Repeat only the lines below from the one containing "const poly = rows" through the one containing "function write(font, color, halo, rows, align", inclusive, exactly as written.
*** Opening Information supplied ***
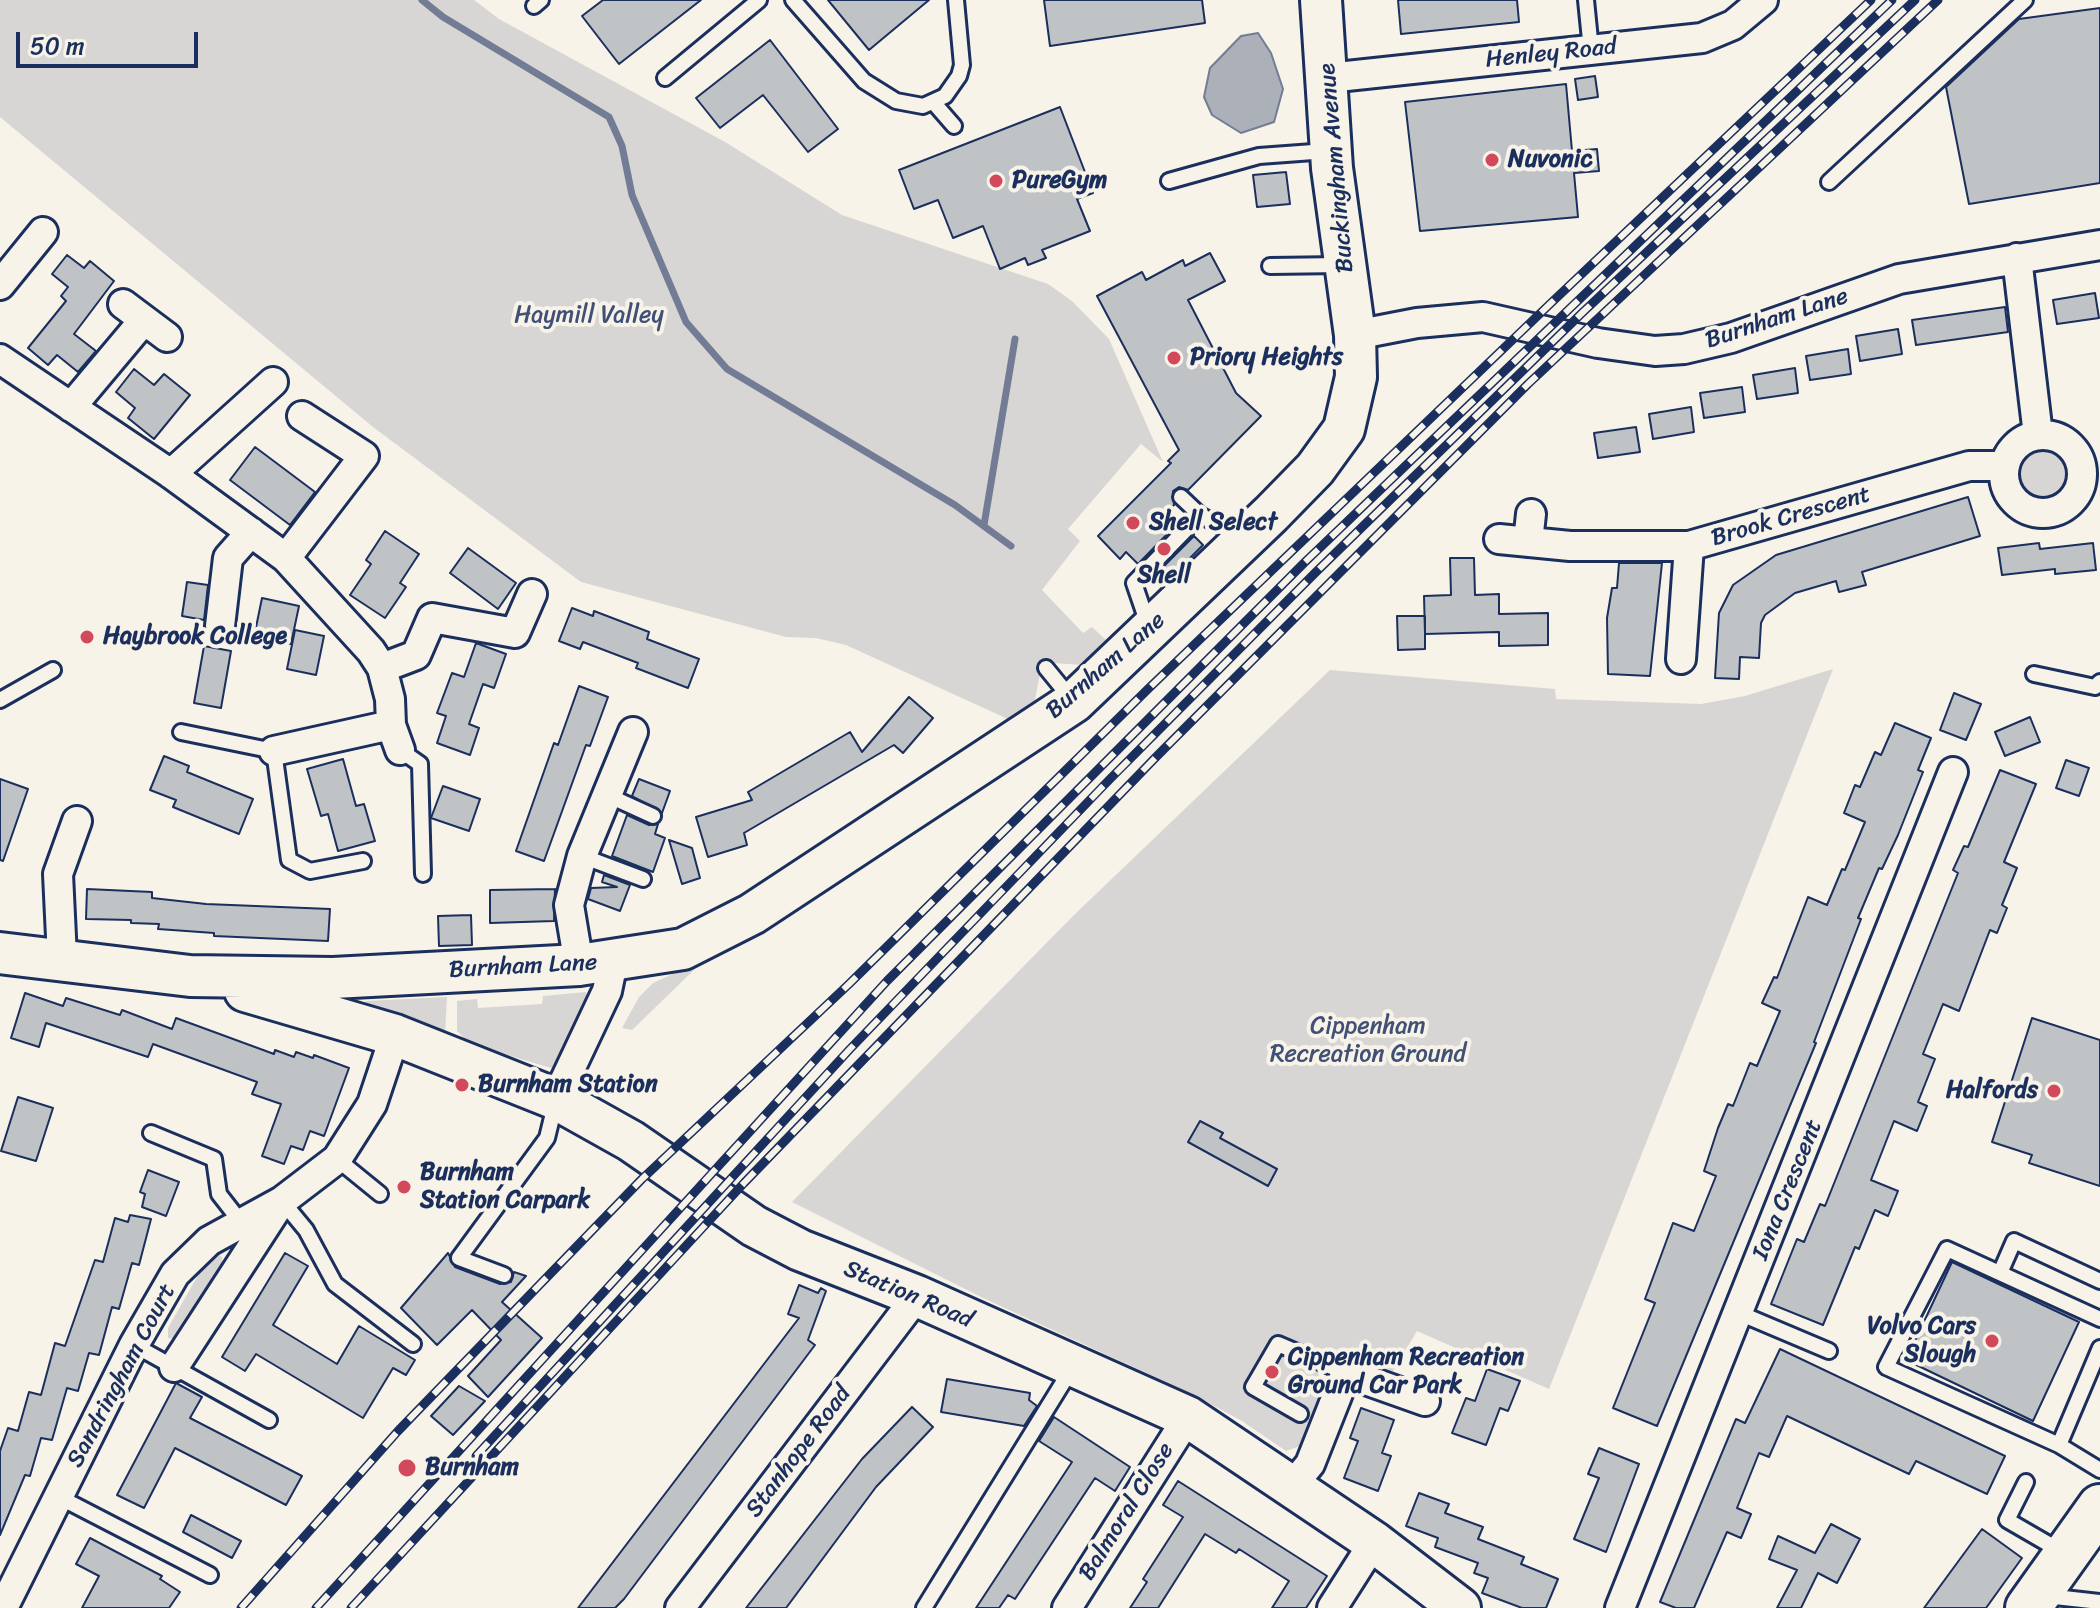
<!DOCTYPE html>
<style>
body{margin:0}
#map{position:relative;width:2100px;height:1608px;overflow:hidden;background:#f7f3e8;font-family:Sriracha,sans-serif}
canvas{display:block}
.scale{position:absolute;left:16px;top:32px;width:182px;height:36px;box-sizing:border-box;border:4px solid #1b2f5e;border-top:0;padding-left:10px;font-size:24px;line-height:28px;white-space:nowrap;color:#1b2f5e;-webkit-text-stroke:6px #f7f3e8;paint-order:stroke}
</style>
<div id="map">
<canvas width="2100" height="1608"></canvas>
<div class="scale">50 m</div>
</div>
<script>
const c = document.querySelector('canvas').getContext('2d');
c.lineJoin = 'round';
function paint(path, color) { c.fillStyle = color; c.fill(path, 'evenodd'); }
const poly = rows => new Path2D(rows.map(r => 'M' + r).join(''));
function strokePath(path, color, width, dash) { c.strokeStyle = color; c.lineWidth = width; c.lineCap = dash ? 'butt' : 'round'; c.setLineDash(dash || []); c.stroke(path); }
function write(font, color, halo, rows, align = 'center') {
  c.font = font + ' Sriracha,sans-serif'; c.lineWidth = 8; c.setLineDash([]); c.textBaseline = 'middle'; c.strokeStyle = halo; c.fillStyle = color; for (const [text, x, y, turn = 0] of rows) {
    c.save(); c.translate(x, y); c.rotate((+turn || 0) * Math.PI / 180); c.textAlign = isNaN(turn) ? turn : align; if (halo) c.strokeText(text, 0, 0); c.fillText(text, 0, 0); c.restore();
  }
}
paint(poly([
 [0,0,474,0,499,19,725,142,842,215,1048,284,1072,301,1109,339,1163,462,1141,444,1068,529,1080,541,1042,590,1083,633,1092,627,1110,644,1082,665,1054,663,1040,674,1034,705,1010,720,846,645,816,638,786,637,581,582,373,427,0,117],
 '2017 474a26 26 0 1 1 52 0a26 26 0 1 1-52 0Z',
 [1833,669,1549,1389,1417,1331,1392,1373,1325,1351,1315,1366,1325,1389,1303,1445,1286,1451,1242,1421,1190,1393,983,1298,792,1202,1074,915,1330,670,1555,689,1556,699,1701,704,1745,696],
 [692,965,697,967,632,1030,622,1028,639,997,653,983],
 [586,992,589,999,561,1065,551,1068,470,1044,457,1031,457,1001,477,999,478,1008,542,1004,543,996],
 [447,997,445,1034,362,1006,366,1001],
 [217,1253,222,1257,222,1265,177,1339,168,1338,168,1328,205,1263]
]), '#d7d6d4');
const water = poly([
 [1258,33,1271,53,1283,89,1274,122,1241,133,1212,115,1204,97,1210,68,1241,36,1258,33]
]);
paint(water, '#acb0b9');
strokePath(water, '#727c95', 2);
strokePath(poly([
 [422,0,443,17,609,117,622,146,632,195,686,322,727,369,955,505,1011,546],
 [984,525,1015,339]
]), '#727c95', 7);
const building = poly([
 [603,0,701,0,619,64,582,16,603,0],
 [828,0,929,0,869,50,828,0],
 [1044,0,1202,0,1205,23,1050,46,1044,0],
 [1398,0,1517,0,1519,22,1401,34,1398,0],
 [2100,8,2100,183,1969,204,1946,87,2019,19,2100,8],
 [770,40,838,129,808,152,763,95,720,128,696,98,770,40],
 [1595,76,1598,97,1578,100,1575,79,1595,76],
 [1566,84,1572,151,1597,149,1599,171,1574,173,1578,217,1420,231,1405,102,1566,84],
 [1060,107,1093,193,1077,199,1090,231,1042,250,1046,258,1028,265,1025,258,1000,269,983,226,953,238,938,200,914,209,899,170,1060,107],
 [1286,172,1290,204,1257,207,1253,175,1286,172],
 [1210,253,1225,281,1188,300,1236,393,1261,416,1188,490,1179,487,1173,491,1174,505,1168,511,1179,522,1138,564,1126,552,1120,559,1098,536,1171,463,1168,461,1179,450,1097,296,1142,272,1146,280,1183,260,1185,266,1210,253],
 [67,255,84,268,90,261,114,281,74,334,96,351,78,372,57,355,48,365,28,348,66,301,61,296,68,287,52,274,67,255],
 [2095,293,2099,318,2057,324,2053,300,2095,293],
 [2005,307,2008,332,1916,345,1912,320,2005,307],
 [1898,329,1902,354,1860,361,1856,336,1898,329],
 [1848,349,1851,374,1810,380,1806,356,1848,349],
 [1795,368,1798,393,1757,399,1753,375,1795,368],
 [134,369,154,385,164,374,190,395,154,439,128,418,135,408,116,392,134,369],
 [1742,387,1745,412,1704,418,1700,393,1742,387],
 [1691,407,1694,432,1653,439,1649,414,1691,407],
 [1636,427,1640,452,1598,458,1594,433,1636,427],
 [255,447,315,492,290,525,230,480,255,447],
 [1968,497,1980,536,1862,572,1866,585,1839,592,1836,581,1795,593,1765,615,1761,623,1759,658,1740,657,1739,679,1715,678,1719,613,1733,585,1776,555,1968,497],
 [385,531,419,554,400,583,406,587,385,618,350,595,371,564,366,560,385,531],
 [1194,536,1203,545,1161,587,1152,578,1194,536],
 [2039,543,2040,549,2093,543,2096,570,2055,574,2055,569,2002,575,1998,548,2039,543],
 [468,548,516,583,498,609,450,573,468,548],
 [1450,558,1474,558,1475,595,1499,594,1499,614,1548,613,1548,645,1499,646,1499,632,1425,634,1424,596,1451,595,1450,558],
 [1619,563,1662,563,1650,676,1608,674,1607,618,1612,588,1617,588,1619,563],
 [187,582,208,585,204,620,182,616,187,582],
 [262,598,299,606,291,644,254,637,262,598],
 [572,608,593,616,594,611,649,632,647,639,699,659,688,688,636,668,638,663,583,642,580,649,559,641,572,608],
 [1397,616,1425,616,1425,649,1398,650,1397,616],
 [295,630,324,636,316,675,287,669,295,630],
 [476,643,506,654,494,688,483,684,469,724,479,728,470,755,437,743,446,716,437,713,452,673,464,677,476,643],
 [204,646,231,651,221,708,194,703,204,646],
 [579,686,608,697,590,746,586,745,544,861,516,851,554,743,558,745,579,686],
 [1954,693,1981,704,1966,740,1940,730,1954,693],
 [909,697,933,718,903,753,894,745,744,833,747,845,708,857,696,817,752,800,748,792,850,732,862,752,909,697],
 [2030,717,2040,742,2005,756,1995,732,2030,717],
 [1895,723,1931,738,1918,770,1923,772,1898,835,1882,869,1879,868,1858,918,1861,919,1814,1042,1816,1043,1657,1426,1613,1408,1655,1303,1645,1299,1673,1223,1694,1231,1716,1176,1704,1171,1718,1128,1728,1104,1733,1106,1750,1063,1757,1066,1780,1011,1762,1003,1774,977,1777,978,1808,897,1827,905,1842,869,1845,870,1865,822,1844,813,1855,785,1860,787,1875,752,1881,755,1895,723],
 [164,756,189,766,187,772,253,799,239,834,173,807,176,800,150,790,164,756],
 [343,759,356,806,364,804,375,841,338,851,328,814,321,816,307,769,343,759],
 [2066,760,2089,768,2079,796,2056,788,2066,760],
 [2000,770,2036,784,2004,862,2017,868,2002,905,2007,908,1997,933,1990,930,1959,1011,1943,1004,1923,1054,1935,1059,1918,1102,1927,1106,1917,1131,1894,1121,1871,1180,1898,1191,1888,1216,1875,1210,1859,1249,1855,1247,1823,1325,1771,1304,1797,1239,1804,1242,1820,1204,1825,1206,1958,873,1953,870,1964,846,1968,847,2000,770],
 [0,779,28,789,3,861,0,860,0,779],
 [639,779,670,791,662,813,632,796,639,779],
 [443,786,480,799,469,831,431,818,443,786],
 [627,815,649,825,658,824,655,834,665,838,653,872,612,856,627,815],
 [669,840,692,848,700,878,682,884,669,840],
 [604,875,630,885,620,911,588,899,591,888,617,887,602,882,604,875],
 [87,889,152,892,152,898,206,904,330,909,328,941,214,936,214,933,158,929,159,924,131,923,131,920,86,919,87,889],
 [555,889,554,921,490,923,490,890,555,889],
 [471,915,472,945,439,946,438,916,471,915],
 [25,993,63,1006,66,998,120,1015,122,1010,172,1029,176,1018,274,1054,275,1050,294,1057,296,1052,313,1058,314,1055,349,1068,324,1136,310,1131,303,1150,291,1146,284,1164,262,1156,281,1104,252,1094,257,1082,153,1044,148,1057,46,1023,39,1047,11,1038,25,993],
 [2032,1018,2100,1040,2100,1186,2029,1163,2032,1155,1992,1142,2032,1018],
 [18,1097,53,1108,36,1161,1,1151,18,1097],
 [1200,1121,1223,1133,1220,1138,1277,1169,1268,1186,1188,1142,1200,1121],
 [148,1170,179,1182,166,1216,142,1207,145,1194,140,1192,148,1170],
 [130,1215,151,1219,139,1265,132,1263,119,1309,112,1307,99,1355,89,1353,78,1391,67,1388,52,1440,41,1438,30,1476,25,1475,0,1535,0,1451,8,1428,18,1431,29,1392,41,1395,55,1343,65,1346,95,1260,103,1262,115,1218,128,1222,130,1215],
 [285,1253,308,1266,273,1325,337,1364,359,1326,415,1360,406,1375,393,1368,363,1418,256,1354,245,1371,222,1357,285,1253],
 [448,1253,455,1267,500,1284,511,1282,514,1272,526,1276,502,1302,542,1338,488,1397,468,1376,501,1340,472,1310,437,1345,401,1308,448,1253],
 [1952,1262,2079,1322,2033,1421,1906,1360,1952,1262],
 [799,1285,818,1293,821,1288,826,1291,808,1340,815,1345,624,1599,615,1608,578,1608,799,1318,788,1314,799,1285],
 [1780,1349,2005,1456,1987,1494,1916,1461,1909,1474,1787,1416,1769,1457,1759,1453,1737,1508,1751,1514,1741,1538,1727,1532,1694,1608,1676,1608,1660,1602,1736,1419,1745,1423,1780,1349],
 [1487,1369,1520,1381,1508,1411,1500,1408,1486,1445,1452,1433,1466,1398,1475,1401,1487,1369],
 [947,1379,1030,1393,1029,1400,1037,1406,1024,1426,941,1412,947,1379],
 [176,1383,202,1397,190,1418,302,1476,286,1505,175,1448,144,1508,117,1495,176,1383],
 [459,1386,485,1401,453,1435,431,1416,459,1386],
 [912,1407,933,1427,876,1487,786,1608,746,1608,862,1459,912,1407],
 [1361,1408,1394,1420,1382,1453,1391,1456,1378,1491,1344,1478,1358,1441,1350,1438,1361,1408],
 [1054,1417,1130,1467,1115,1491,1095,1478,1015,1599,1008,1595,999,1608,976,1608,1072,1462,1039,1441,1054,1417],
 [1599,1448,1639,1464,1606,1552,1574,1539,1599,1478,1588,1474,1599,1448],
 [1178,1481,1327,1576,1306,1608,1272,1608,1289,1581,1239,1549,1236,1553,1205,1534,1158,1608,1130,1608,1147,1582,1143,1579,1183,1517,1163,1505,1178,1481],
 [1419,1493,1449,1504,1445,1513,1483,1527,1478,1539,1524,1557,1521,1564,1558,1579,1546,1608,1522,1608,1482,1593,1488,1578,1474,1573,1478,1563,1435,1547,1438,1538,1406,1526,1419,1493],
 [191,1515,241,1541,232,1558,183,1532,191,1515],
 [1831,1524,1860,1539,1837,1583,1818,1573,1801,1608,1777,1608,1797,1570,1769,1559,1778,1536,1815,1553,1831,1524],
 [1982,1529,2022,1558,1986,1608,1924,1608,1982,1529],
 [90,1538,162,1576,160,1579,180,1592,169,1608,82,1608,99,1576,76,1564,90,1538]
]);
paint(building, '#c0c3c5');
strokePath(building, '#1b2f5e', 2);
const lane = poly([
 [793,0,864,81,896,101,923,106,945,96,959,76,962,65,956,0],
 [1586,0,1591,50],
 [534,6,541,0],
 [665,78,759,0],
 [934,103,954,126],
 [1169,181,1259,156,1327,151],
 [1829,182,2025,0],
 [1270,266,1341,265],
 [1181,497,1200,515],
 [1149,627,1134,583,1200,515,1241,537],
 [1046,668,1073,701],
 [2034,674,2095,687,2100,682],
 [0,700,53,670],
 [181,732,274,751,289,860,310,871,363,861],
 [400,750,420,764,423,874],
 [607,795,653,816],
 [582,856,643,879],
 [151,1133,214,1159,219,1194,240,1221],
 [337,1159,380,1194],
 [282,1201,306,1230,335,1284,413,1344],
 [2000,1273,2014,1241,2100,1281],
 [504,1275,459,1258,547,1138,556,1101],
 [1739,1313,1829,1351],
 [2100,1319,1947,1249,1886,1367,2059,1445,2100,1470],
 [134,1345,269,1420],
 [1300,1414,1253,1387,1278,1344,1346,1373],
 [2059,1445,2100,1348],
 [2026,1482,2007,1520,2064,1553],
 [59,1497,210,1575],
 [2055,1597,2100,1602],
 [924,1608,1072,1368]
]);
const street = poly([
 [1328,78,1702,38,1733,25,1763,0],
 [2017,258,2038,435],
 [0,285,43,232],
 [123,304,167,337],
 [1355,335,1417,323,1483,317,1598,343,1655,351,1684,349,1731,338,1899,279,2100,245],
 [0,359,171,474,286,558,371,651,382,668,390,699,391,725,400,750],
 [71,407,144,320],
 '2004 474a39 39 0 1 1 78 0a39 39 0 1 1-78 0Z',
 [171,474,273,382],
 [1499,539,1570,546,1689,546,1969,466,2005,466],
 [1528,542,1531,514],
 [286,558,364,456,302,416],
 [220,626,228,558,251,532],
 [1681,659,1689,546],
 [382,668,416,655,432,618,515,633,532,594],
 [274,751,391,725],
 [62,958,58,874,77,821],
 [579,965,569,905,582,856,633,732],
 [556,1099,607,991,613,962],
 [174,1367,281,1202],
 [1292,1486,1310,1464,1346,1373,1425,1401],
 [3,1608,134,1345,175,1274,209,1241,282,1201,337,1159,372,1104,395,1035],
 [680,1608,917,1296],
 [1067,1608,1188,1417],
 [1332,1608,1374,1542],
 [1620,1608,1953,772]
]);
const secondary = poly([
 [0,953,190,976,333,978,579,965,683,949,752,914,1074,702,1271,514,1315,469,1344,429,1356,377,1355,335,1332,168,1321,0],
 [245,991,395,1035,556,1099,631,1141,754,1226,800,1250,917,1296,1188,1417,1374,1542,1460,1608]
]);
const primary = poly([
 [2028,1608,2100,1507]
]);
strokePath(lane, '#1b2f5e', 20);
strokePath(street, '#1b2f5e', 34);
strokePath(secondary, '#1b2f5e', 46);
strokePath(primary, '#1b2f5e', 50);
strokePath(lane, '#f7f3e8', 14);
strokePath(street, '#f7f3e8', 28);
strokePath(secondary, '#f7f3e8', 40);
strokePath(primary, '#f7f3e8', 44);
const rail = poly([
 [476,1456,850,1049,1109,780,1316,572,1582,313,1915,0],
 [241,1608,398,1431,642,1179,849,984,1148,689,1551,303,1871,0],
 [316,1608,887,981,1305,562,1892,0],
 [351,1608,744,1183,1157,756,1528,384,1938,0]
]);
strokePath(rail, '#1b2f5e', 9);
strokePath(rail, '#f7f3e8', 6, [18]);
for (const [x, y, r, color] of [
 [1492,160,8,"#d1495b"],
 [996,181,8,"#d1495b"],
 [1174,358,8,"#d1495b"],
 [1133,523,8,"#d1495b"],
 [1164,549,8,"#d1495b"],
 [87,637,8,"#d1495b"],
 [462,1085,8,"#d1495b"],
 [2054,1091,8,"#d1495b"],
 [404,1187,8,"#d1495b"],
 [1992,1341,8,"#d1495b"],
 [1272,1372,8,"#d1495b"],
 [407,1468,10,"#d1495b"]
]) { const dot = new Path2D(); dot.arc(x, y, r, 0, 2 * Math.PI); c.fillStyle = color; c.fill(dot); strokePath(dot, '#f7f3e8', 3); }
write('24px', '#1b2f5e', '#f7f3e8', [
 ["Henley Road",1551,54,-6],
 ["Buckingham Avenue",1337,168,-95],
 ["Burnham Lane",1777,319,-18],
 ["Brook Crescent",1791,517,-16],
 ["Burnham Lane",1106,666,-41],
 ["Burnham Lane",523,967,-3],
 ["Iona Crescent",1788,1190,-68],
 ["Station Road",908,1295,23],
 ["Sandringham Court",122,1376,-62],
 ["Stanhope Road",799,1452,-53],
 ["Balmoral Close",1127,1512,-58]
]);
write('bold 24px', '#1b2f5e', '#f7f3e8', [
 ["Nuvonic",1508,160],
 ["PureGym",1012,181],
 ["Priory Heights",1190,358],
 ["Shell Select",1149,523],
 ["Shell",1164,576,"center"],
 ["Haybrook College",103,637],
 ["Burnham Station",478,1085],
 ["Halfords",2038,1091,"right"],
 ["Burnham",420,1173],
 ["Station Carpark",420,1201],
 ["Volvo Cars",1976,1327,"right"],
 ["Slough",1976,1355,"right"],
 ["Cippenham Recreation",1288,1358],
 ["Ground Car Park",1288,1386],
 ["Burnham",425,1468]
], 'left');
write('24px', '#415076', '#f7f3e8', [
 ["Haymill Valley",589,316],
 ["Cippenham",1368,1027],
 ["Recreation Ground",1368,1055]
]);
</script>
*** Closing Information supplied ***
_Exercise response_:
const poly = rows => new Path2D(rows.map(r => 'M' + r).join(''));
function strokePath(path, color, width, dash) { c.strokeStyle = color; c.lineWidth = width; c.lineCap = dash ? 'butt' : 'round'; c.setLineDash(dash || []); c.stroke(path); }
function write(font, color, halo, rows, align = 'center') {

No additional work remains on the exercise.